Tentu saja, fatwa selalu menarik untuk dikaji dan ditelaah. Karena fatwa hadir untuk menawarkan posisi hukum dari masalah yang dibahas, fatwa hadir untuk menjawab sebuah ketidakpastian hukum. Meskipun sebuah produk fatwa ulama dalam sistem bernegara kita bisa menjadi acuan untuk pengambilan kebijakan, namun esensi sebuah produk fatwa, sifatnya tidak mengikat. Apalagi jika fatwa tersebut bersentuhan dengan praktik keberagamaan yang mengundang perhatian, kehebohan, bahkan kontroversial. Seperti, fatwa MUI tentang tidak bolehnya mengucapkan salam lintas agama.
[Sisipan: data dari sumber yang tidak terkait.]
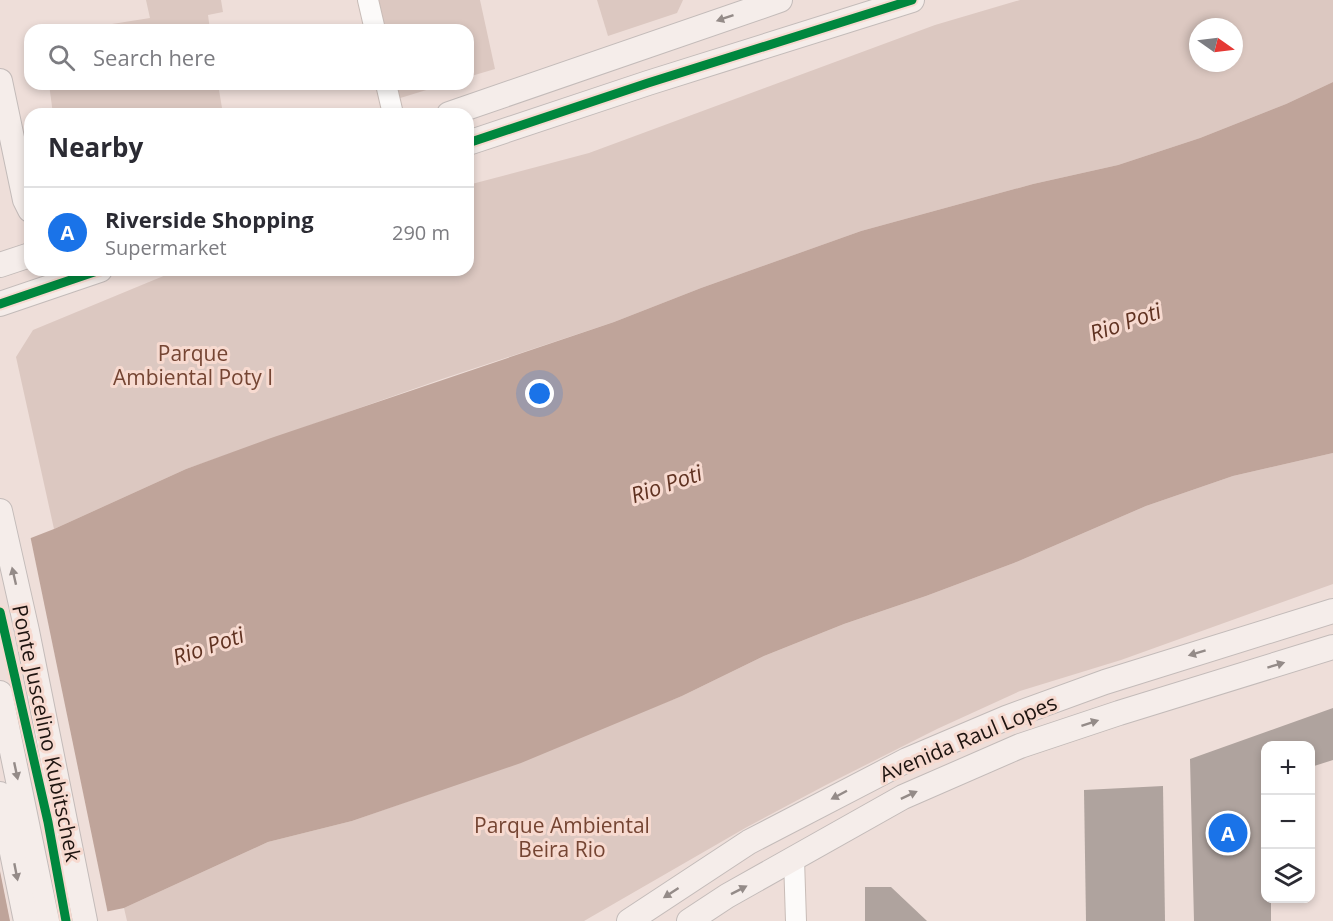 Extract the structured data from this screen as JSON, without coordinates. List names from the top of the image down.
{
  "streets": {
    "main road": ["Ponte Juscelino Kubitschek", "Avenida Raul Lopes"]
  },
  "water": ["Rio Poti"],
  "parks": ["Parque Ambiental Poty I", "Parque Ambiental Beira Rio"],
  "north": "right",
  "page": {
    "search": "Search here",
    "heading": "Nearby",
    "list": [
      {
        "mark": "A",
        "name": "Riverside Shopping",
        "note": "Supermarket",
        "value": "290 m"
      }
    ],
    "map_buttons": ["+", "−"],
    "pins": "A"
  }
} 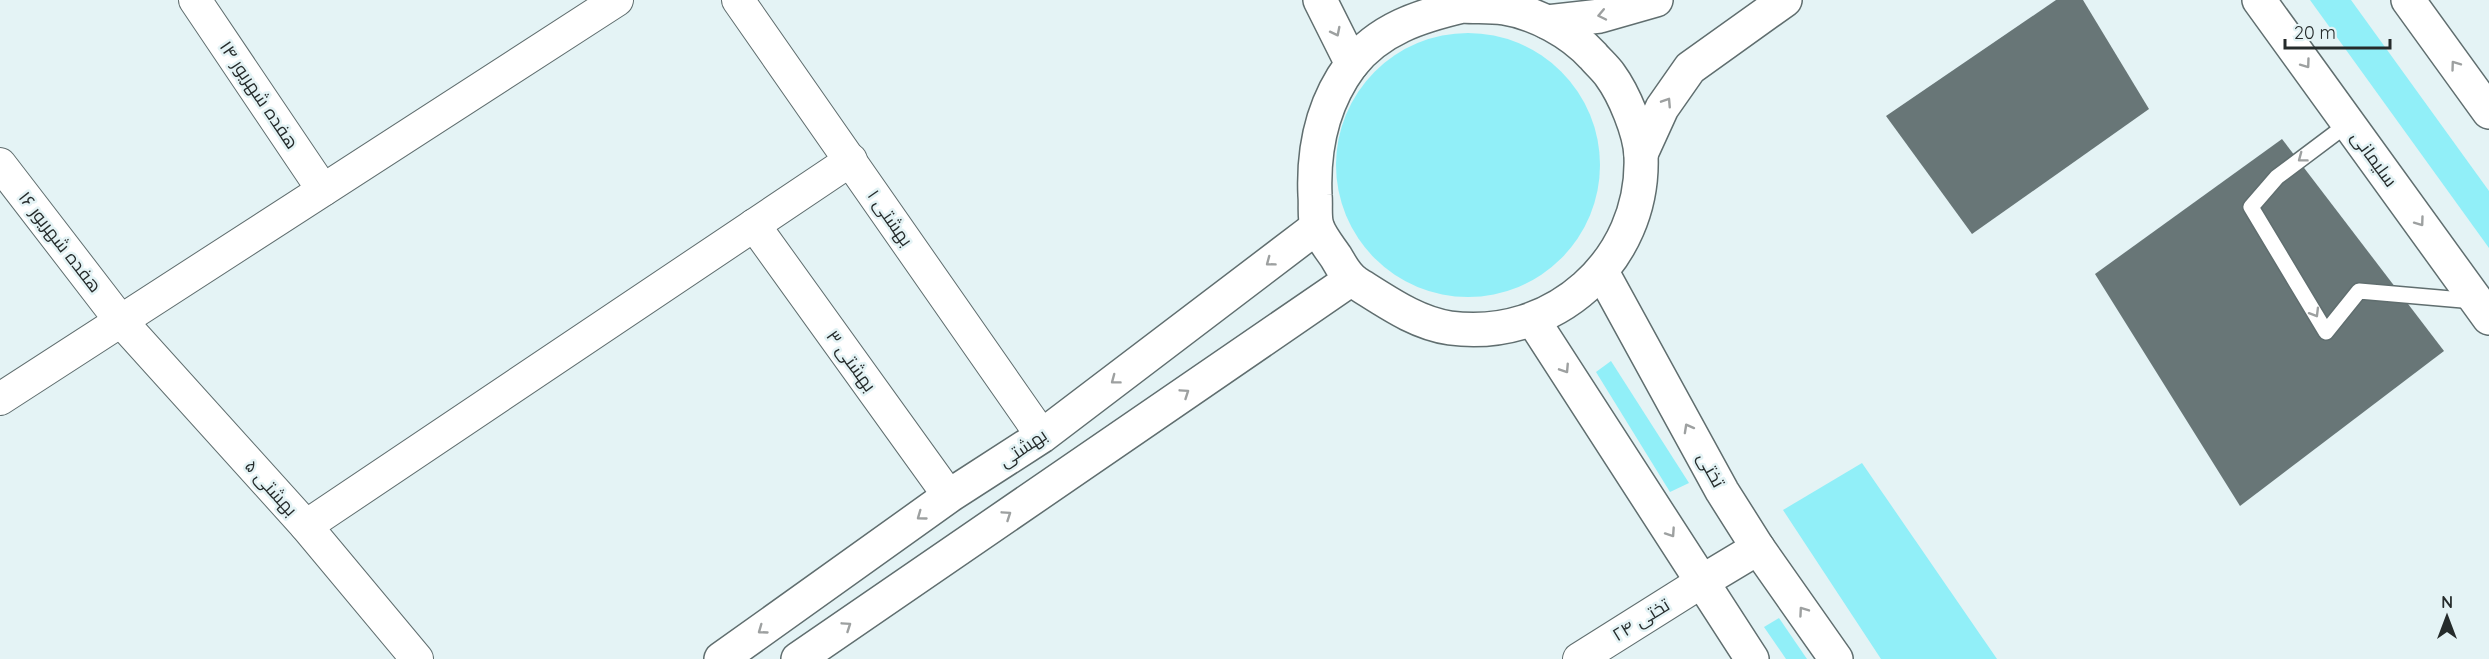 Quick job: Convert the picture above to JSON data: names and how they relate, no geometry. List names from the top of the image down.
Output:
{
  "streets": {
    "main road": ["سلیمانی", "بهشتی", "تختی"],
    "street": [
      "هفده شهریور ۱۴",
      "بهشتی ۱",
      "هفده شهریور ۱۶",
      "بهشتی ۳",
      "بهشتی ۵",
      "تختی ۲۴"
    ]
  },
  "crossings": [
    ["بهشتی ۱", "بهشتی"],
    ["هفده شهریور ۱۶", "بهشتی ۵"],
    ["بهشتی ۳", "بهشتی"]
  ],
  "scale_bar": "20 m",
  "north": "top"
}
Akhirnya, saya ikut tergerak untuk menulis masalah ini sebagai sumbangsih dan perspektif akademisi dalam merespon isu yang menuai pro kontra di masyarakat.
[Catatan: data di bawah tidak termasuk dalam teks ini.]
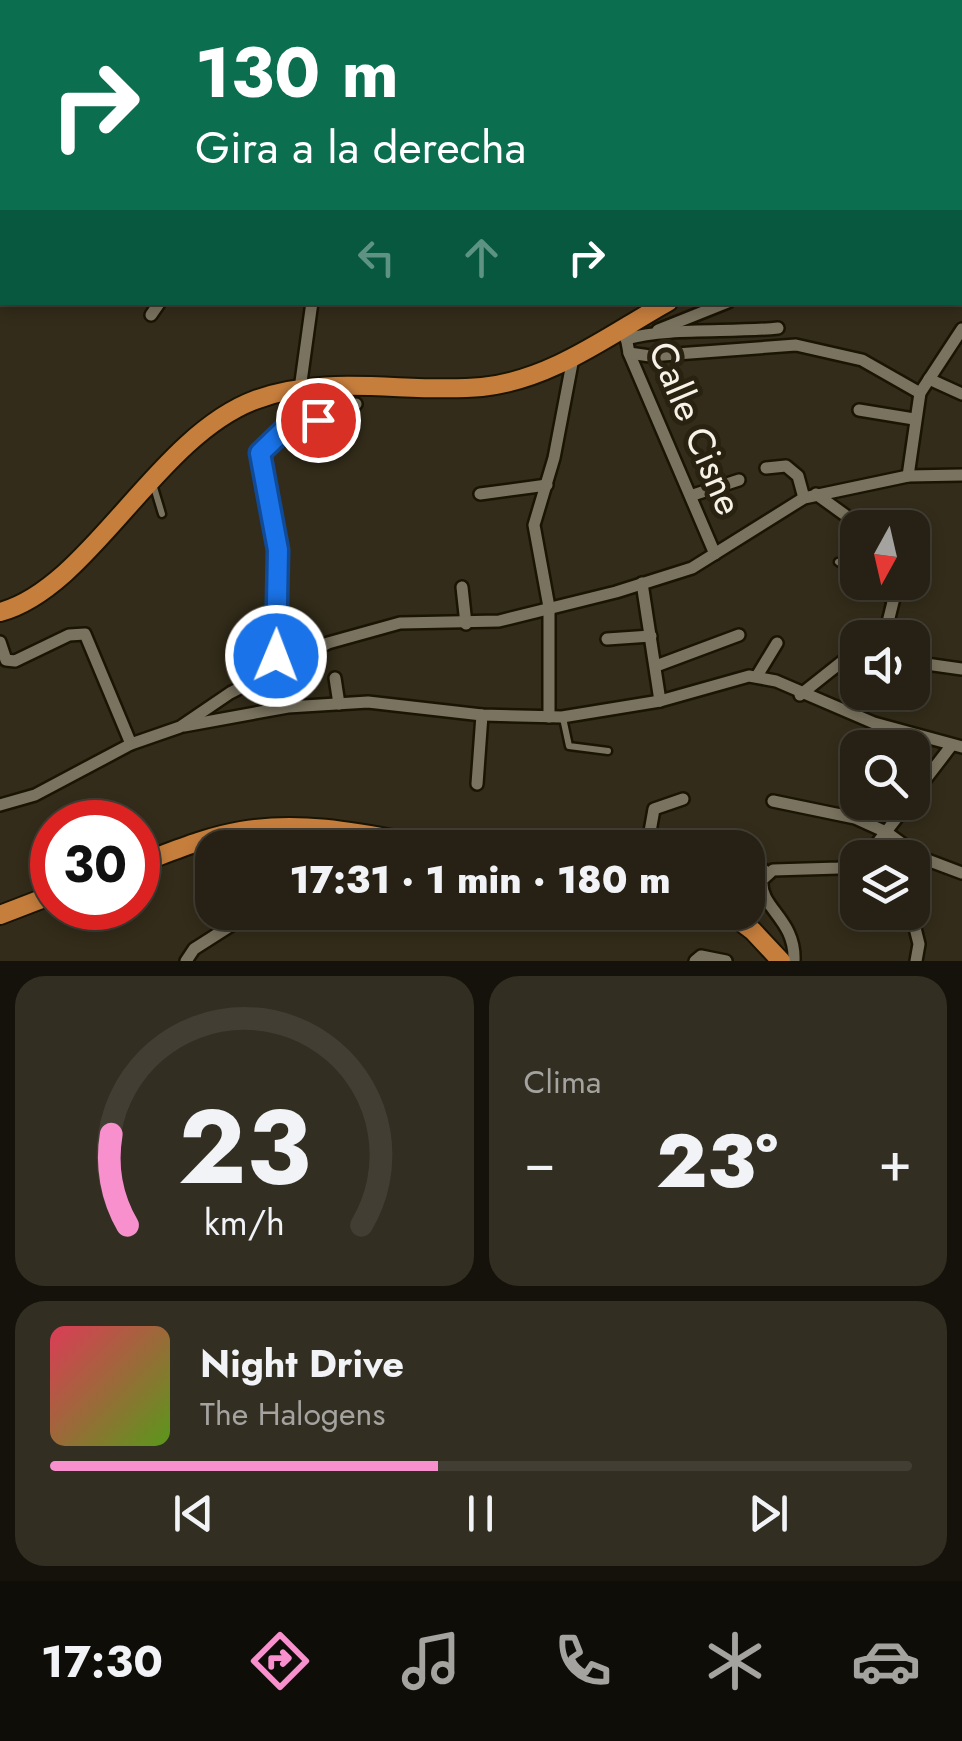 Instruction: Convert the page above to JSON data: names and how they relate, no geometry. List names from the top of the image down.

Perspektif Moderasi dan Kemaslahatan
Salam lintas agama adalah kemanusiaan atau humanisme. Jika kita mau berpikir mundur selangkah, salam lintas agama justru membawa kemaslahatan umat dan menjaga kedamaian. Hal ini terbukti, praktik salam lintas agama yang dalam beberapa dekade ini dipraktikkan, justru berdampak kepada indeks kerukunan umat beragama yang terus meningkat setiap tahunnya. Salam sebagai wujud pesan kedamaian dan rahmatan lil ‘alamin harus dipertimbangkan dalam konteks kemaslahatan dan kebersamaan. Di tengah polemik ini, penting untuk melihat bahwa pandangan tersebut lahir dari niat yang baik: menjaga kemurnian ibadah dalam Islam dan sekaligus mempromosikan kedamaian serta kerukunan antar umat beragama. Tetapi, mengharamkan secara absolut pengucapan salam lintas agama mungkin dapat mempersempit ruang dialog dan toleransi yang sangat dibutuhkan dalam masyarakat yang beragam. Terlebih lagi, dalam khazanah Islam sendiri, beragam pandangan dalam melihat konteks salam lintas agama, mulai dari yang mengharamkan, membolehkan bahkan dalam kadar tertentu, demi kemaslahatan, dianjurkan.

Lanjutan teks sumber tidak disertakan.